(Source records)
○ ○ ○

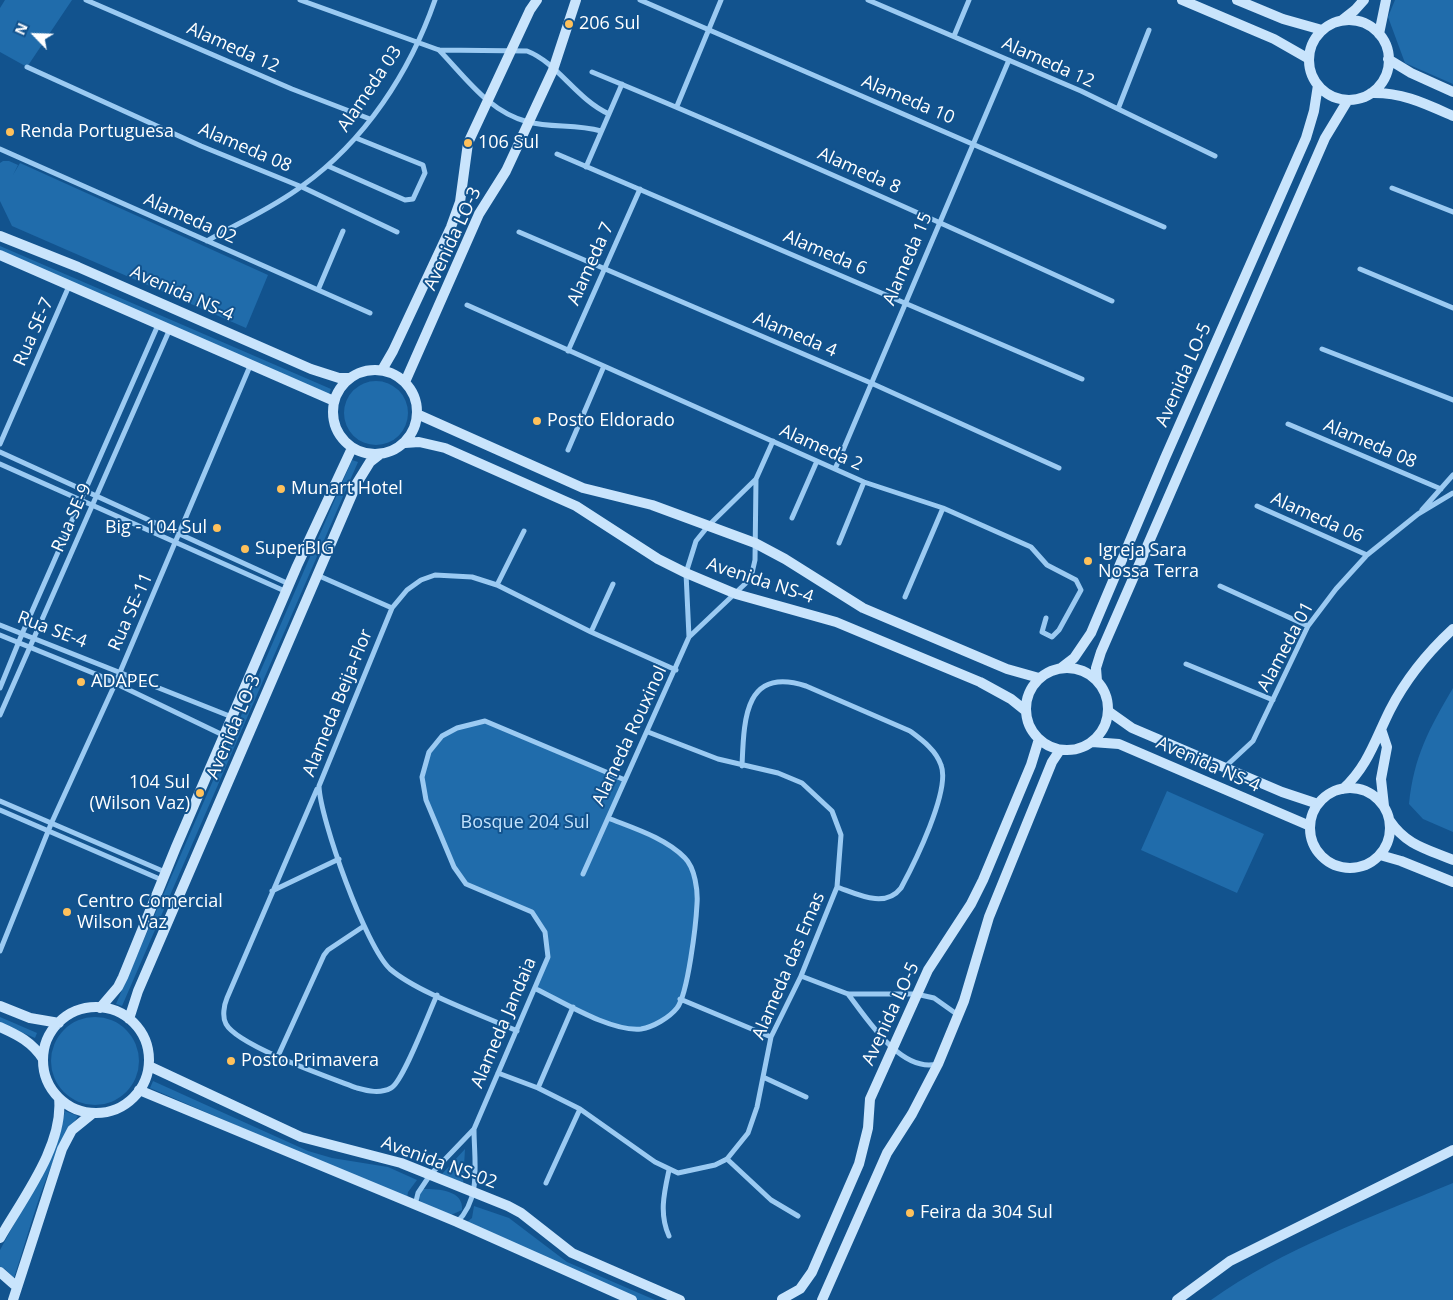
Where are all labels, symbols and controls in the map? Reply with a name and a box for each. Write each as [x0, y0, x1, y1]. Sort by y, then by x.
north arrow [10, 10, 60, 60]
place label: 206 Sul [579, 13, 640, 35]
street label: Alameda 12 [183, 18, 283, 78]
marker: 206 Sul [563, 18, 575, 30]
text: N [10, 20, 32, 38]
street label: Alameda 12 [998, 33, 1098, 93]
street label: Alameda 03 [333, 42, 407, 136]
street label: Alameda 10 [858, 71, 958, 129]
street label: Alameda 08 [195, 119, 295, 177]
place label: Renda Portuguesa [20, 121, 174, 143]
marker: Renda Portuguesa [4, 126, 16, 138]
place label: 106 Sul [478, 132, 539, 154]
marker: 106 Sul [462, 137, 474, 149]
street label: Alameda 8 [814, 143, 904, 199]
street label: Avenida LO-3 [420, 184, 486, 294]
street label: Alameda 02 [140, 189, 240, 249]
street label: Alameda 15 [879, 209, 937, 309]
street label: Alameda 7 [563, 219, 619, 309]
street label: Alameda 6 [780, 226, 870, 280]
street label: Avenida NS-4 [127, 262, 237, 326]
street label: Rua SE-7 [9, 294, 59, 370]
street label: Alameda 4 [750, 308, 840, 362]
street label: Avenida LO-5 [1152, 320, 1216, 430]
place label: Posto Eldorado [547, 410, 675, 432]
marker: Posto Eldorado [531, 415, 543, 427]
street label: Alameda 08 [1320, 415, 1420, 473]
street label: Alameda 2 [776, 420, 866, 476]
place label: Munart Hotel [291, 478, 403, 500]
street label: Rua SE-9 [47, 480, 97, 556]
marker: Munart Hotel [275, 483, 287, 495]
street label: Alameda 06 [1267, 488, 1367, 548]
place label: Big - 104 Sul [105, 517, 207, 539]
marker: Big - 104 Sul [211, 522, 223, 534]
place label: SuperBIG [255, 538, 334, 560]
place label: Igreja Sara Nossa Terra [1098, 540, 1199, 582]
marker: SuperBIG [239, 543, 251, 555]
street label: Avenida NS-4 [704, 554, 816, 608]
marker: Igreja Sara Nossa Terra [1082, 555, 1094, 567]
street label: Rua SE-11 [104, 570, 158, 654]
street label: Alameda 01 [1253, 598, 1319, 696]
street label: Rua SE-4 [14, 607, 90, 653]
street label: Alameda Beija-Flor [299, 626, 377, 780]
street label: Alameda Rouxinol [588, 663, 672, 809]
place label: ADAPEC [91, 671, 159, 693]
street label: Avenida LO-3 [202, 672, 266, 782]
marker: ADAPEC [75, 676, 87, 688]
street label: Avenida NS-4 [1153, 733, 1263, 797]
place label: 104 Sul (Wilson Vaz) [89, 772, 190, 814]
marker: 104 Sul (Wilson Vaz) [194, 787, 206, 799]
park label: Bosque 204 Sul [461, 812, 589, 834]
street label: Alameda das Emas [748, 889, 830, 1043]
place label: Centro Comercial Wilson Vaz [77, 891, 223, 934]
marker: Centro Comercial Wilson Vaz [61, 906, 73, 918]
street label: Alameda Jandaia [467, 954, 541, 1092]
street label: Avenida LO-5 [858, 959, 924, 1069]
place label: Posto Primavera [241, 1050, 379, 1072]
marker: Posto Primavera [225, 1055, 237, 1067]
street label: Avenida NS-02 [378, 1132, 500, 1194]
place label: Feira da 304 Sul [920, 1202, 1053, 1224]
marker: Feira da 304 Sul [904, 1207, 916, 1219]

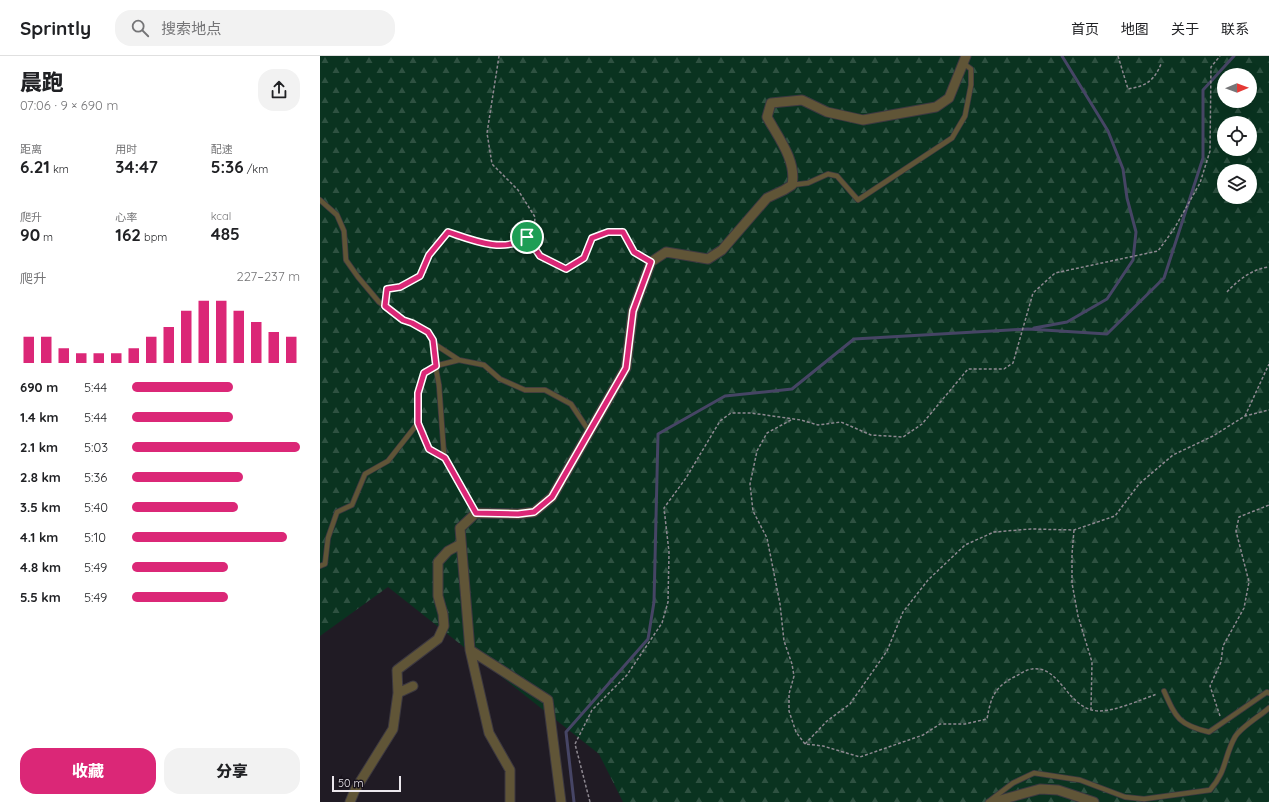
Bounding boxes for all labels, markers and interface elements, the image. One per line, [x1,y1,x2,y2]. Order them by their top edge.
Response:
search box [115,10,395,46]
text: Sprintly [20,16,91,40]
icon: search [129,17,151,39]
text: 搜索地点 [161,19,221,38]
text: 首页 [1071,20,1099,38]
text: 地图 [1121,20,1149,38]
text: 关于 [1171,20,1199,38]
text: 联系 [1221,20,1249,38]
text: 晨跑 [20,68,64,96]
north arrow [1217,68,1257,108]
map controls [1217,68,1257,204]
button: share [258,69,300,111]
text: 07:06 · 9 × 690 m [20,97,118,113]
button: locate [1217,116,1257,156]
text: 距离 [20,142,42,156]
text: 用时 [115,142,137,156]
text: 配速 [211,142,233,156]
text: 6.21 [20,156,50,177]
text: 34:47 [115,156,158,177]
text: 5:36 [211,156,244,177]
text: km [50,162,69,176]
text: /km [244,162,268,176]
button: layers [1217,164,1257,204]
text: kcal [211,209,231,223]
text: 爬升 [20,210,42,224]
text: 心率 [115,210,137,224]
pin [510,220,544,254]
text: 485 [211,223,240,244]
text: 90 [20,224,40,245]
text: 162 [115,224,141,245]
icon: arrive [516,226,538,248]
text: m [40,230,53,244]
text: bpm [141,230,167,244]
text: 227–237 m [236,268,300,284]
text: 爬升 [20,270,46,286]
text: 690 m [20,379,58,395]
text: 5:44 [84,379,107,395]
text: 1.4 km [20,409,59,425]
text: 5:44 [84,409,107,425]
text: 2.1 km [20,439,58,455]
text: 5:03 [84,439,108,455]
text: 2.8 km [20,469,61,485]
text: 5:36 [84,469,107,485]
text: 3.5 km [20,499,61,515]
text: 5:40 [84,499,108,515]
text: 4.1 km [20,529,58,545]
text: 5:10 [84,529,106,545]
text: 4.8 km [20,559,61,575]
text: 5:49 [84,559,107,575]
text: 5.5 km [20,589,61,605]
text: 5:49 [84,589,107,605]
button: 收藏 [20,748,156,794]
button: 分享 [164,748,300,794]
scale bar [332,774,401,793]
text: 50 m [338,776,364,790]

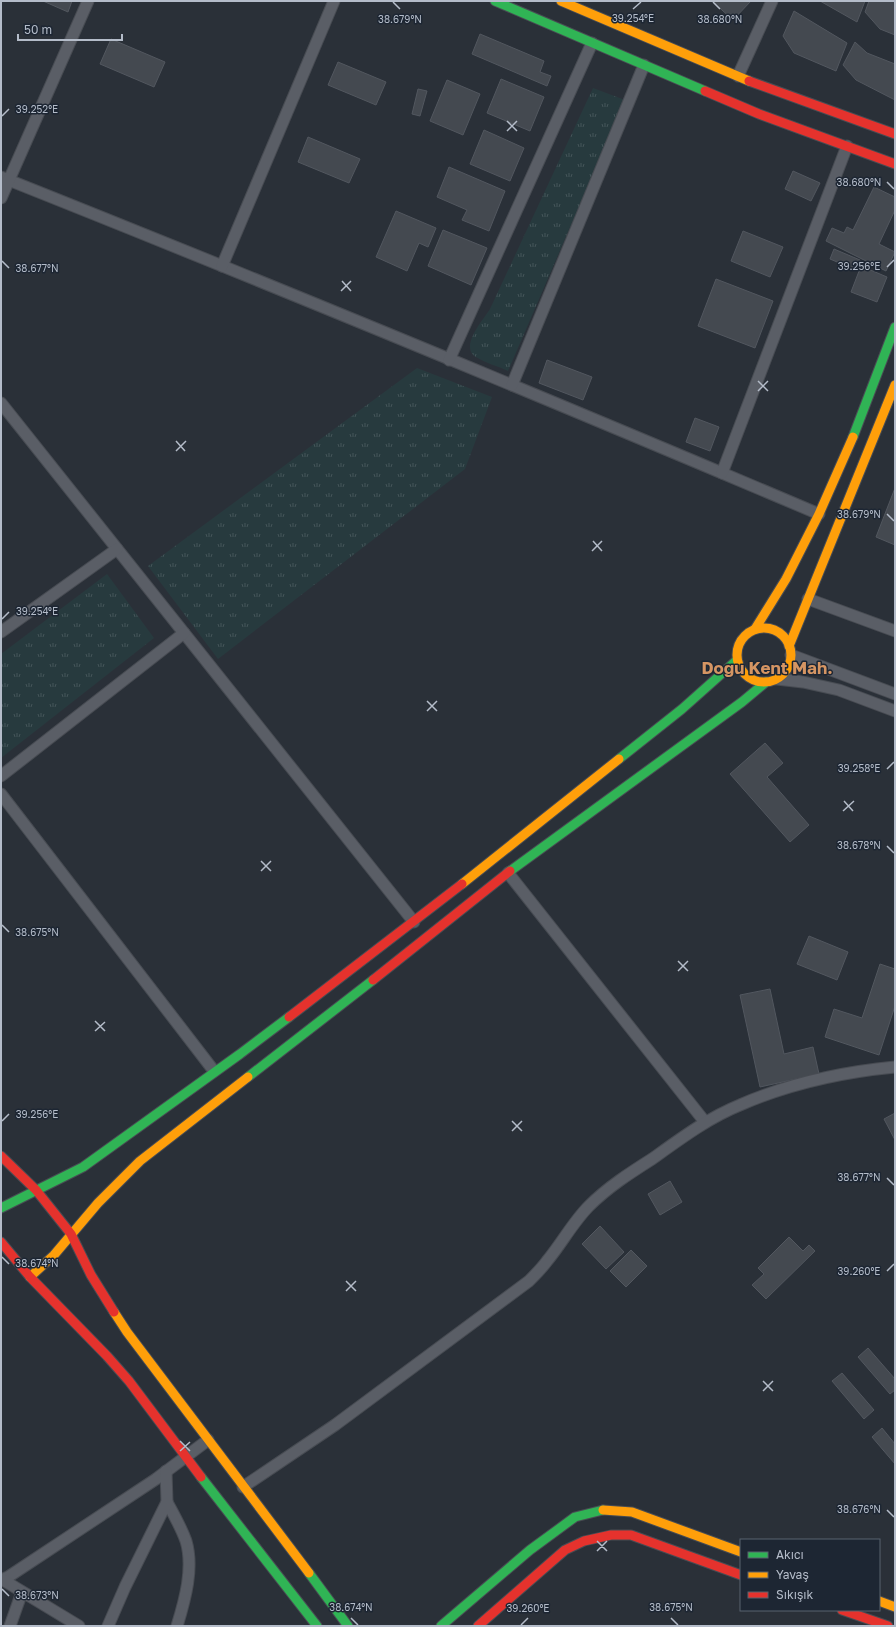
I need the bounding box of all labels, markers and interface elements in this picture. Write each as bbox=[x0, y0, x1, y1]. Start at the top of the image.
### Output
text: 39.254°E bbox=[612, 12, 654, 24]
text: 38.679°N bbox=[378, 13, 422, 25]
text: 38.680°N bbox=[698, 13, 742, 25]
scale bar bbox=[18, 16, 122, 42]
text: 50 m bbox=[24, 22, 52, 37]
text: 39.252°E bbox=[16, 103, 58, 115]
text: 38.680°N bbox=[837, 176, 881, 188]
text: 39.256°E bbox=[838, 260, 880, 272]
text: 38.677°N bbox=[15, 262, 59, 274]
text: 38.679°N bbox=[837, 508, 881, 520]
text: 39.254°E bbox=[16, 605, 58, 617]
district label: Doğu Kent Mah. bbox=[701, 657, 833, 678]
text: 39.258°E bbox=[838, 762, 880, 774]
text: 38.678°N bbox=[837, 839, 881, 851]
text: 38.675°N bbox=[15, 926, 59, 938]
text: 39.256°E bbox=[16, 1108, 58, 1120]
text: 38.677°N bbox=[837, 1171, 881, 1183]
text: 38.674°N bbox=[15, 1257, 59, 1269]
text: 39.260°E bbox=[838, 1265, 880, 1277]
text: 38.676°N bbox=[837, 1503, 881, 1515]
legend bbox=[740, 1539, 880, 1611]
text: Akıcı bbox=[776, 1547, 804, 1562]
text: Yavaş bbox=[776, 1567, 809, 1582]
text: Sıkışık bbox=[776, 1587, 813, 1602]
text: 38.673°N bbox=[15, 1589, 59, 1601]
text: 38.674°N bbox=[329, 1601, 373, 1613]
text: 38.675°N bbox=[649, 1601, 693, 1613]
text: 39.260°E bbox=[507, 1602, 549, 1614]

○ ○ ○

Leave every image out and retype the entries above word for word.

Where are all labels, symbols and controls in the map? Reply with a name and a box for each. Write each as [x0, y0, x1, y1]. Sort by y, then by x.
north arrow [10, 10, 60, 60]
place label: 206 Sul [579, 13, 640, 35]
street label: Alameda 12 [183, 18, 283, 78]
marker: 206 Sul [563, 18, 575, 30]
text: N [10, 20, 32, 38]
street label: Alameda 12 [998, 33, 1098, 93]
street label: Alameda 03 [333, 42, 407, 136]
street label: Alameda 10 [858, 71, 958, 129]
street label: Alameda 08 [195, 119, 295, 177]
place label: Renda Portuguesa [20, 121, 174, 143]
marker: Renda Portuguesa [4, 126, 16, 138]
place label: 106 Sul [478, 132, 539, 154]
marker: 106 Sul [462, 137, 474, 149]
street label: Alameda 8 [814, 143, 904, 199]
street label: Avenida LO-3 [420, 184, 486, 294]
street label: Alameda 02 [140, 189, 240, 249]
street label: Alameda 15 [879, 209, 937, 309]
street label: Alameda 7 [563, 219, 619, 309]
street label: Alameda 6 [780, 226, 870, 280]
street label: Avenida NS-4 [127, 262, 237, 326]
street label: Rua SE-7 [9, 294, 59, 370]
street label: Alameda 4 [750, 308, 840, 362]
street label: Avenida LO-5 [1152, 320, 1216, 430]
place label: Posto Eldorado [547, 410, 675, 432]
marker: Posto Eldorado [531, 415, 543, 427]
street label: Alameda 08 [1320, 415, 1420, 473]
street label: Alameda 2 [776, 420, 866, 476]
place label: Munart Hotel [291, 478, 403, 500]
street label: Rua SE-9 [47, 480, 97, 556]
marker: Munart Hotel [275, 483, 287, 495]
street label: Alameda 06 [1267, 488, 1367, 548]
place label: Big - 104 Sul [105, 517, 207, 539]
marker: Big - 104 Sul [211, 522, 223, 534]
place label: SuperBIG [255, 538, 334, 560]
place label: Igreja Sara Nossa Terra [1098, 540, 1199, 582]
marker: SuperBIG [239, 543, 251, 555]
street label: Avenida NS-4 [704, 554, 816, 608]
marker: Igreja Sara Nossa Terra [1082, 555, 1094, 567]
street label: Rua SE-11 [104, 570, 158, 654]
street label: Alameda 01 [1253, 598, 1319, 696]
street label: Rua SE-4 [14, 607, 90, 653]
street label: Alameda Beija-Flor [299, 626, 377, 780]
street label: Alameda Rouxinol [588, 663, 672, 809]
place label: ADAPEC [91, 671, 159, 693]
street label: Avenida LO-3 [202, 672, 266, 782]
marker: ADAPEC [75, 676, 87, 688]
street label: Avenida NS-4 [1153, 733, 1263, 797]
place label: 104 Sul (Wilson Vaz) [89, 772, 190, 814]
marker: 104 Sul (Wilson Vaz) [194, 787, 206, 799]
park label: Bosque 204 Sul [461, 812, 589, 834]
street label: Alameda das Emas [748, 889, 830, 1043]
place label: Centro Comercial Wilson Vaz [77, 891, 223, 934]
marker: Centro Comercial Wilson Vaz [61, 906, 73, 918]
street label: Alameda Jandaia [467, 954, 541, 1092]
street label: Avenida LO-5 [858, 959, 924, 1069]
place label: Posto Primavera [241, 1050, 379, 1072]
marker: Posto Primavera [225, 1055, 237, 1067]
street label: Avenida NS-02 [378, 1132, 500, 1194]
place label: Feira da 304 Sul [920, 1202, 1053, 1224]
marker: Feira da 304 Sul [904, 1207, 916, 1219]

Bounding boxes for all labels, markers and interface elements, the image. One per line, [x1,y1,x2,y2]. Order them by their top edge.
Response:
search box [115,10,395,46]
text: Sprintly [20,16,91,40]
icon: search [129,17,151,39]
text: 搜索地点 [161,19,221,38]
text: 首页 [1071,20,1099,38]
text: 地图 [1121,20,1149,38]
text: 关于 [1171,20,1199,38]
text: 联系 [1221,20,1249,38]
text: 晨跑 [20,68,64,96]
north arrow [1217,68,1257,108]
map controls [1217,68,1257,204]
button: share [258,69,300,111]
text: 07:06 · 9 × 690 m [20,97,118,113]
button: locate [1217,116,1257,156]
text: 距离 [20,142,42,156]
text: 用时 [115,142,137,156]
text: 配速 [211,142,233,156]
text: 6.21 [20,156,50,177]
text: 34:47 [115,156,158,177]
text: 5:36 [211,156,244,177]
text: km [50,162,69,176]
text: /km [244,162,268,176]
button: layers [1217,164,1257,204]
text: kcal [211,209,231,223]
text: 爬升 [20,210,42,224]
text: 心率 [115,210,137,224]
pin [510,220,544,254]
text: 485 [211,223,240,244]
text: 90 [20,224,40,245]
text: 162 [115,224,141,245]
icon: arrive [516,226,538,248]
text: m [40,230,53,244]
text: bpm [141,230,167,244]
text: 227–237 m [236,268,300,284]
text: 爬升 [20,270,46,286]
text: 690 m [20,379,58,395]
text: 5:44 [84,379,107,395]
text: 1.4 km [20,409,59,425]
text: 5:44 [84,409,107,425]
text: 2.1 km [20,439,58,455]
text: 5:03 [84,439,108,455]
text: 2.8 km [20,469,61,485]
text: 5:36 [84,469,107,485]
text: 3.5 km [20,499,61,515]
text: 5:40 [84,499,108,515]
text: 4.1 km [20,529,58,545]
text: 5:10 [84,529,106,545]
text: 4.8 km [20,559,61,575]
text: 5:49 [84,559,107,575]
text: 5.5 km [20,589,61,605]
text: 5:49 [84,589,107,605]
button: 收藏 [20,748,156,794]
button: 分享 [164,748,300,794]
scale bar [332,774,401,793]
text: 50 m [338,776,364,790]

I need the bounding box of all labels, markers and interface elements in this picture. Write each as bbox=[x0, y0, x1, y1]. Start at the top of the image.
### Output
text: 39.254°E bbox=[612, 12, 654, 24]
text: 38.679°N bbox=[378, 13, 422, 25]
text: 38.680°N bbox=[698, 13, 742, 25]
scale bar bbox=[18, 16, 122, 42]
text: 50 m bbox=[24, 22, 52, 37]
text: 39.252°E bbox=[16, 103, 58, 115]
text: 38.680°N bbox=[837, 176, 881, 188]
text: 39.256°E bbox=[838, 260, 880, 272]
text: 38.677°N bbox=[15, 262, 59, 274]
text: 38.679°N bbox=[837, 508, 881, 520]
text: 39.254°E bbox=[16, 605, 58, 617]
district label: Doğu Kent Mah. bbox=[701, 657, 833, 678]
text: 39.258°E bbox=[838, 762, 880, 774]
text: 38.678°N bbox=[837, 839, 881, 851]
text: 38.675°N bbox=[15, 926, 59, 938]
text: 39.256°E bbox=[16, 1108, 58, 1120]
text: 38.677°N bbox=[837, 1171, 881, 1183]
text: 38.674°N bbox=[15, 1257, 59, 1269]
text: 39.260°E bbox=[838, 1265, 880, 1277]
text: 38.676°N bbox=[837, 1503, 881, 1515]
legend bbox=[740, 1539, 880, 1611]
text: Akıcı bbox=[776, 1547, 804, 1562]
text: Yavaş bbox=[776, 1567, 809, 1582]
text: Sıkışık bbox=[776, 1587, 813, 1602]
text: 38.673°N bbox=[15, 1589, 59, 1601]
text: 38.674°N bbox=[329, 1601, 373, 1613]
text: 38.675°N bbox=[649, 1601, 693, 1613]
text: 39.260°E bbox=[507, 1602, 549, 1614]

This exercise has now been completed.